++++ Excerpted data ++++

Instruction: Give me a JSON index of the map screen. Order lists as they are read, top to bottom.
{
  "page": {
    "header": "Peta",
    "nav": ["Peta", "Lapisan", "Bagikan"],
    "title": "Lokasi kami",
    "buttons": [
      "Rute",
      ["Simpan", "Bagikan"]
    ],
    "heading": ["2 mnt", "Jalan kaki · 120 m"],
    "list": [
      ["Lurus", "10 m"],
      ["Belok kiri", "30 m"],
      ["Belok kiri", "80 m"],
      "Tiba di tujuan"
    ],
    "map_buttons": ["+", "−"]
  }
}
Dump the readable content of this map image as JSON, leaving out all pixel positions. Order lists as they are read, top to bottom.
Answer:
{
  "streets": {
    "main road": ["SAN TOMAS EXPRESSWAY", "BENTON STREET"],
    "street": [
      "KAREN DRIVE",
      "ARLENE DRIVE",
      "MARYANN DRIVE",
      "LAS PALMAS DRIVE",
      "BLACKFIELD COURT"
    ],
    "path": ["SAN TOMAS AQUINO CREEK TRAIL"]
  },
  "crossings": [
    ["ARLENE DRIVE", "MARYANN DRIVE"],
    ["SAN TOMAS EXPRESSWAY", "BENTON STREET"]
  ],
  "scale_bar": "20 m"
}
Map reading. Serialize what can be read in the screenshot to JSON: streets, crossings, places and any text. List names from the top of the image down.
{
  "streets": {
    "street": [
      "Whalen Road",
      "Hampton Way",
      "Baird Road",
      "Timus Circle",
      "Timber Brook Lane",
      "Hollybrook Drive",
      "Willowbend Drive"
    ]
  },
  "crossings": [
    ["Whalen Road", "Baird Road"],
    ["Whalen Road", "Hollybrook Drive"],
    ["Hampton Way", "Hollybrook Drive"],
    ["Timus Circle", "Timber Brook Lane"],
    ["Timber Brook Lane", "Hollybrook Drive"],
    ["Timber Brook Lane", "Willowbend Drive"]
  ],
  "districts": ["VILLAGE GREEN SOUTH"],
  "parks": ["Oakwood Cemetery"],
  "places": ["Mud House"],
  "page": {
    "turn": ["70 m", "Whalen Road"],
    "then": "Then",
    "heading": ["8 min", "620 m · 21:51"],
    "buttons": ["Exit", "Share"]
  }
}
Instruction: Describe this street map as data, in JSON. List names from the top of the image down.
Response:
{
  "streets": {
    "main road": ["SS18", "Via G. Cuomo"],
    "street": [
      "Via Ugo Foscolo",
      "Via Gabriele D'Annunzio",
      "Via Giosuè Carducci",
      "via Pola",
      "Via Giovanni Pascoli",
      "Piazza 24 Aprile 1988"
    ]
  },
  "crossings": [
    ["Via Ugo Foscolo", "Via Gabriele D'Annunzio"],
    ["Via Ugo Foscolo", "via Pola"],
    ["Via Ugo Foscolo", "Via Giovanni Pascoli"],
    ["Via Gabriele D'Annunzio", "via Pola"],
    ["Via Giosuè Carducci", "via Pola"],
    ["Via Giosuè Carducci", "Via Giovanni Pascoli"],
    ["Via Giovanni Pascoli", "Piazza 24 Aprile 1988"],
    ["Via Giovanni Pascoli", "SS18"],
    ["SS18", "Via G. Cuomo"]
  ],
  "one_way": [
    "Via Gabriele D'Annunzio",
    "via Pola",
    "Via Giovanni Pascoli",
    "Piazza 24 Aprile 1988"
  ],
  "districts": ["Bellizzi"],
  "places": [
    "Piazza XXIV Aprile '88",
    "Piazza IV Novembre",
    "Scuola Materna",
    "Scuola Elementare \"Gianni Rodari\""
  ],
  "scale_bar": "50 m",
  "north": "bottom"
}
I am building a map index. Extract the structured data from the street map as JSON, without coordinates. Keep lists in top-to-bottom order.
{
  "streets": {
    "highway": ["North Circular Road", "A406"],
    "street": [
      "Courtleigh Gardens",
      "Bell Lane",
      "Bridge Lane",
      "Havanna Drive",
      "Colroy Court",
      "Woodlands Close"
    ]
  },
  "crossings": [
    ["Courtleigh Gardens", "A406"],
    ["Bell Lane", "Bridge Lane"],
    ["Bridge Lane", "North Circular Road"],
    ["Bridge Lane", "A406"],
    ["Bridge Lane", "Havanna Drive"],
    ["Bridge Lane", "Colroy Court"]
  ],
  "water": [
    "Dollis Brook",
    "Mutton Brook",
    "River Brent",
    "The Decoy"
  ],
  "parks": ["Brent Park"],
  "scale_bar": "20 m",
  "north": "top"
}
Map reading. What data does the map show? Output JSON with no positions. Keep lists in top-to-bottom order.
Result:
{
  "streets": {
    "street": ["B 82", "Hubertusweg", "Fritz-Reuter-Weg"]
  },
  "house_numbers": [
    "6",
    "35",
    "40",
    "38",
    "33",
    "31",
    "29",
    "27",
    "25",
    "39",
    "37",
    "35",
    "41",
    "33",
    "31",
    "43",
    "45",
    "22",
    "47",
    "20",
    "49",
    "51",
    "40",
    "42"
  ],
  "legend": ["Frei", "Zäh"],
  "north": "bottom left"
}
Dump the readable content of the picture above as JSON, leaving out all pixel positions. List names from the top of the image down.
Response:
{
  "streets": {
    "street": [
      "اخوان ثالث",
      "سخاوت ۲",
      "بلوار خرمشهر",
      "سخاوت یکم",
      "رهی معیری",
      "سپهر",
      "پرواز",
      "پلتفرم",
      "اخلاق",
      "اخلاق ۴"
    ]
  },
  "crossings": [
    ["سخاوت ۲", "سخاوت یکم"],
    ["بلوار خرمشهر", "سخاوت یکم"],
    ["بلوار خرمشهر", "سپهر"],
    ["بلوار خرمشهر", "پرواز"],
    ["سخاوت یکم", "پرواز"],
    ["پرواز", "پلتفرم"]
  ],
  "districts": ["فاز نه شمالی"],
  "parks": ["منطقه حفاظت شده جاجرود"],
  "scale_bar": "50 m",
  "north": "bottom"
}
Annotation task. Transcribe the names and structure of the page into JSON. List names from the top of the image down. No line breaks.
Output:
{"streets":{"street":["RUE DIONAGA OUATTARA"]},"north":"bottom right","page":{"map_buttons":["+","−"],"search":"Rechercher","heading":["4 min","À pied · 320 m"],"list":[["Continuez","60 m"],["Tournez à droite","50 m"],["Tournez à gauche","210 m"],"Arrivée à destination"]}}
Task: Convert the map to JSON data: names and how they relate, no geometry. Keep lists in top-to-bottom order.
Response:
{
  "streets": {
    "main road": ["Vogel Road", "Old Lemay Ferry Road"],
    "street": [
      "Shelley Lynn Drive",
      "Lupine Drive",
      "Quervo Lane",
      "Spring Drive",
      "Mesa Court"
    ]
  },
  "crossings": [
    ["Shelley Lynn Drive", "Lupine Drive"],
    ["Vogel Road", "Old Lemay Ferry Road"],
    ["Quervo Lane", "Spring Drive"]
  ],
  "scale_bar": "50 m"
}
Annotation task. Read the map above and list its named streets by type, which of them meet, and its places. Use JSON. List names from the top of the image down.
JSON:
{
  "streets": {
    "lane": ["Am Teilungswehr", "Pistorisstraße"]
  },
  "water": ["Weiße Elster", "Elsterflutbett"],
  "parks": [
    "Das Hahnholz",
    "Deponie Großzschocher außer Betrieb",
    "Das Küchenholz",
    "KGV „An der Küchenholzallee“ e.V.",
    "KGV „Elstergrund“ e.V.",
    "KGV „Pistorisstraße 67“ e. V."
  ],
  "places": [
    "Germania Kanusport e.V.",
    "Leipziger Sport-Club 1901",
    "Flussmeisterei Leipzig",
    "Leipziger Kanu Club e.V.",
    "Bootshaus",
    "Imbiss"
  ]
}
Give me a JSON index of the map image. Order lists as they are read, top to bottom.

++++

What to produce
Where a line above contains the word "leaving", copy that line.

Finished task
Dump the readable content of this map image as JSON, leaving out all pixel positions. Order lists as they are read, top to bottom.
Dump the readable content of the picture above as JSON, leaving out all pixel positions. List names from the top of the image down.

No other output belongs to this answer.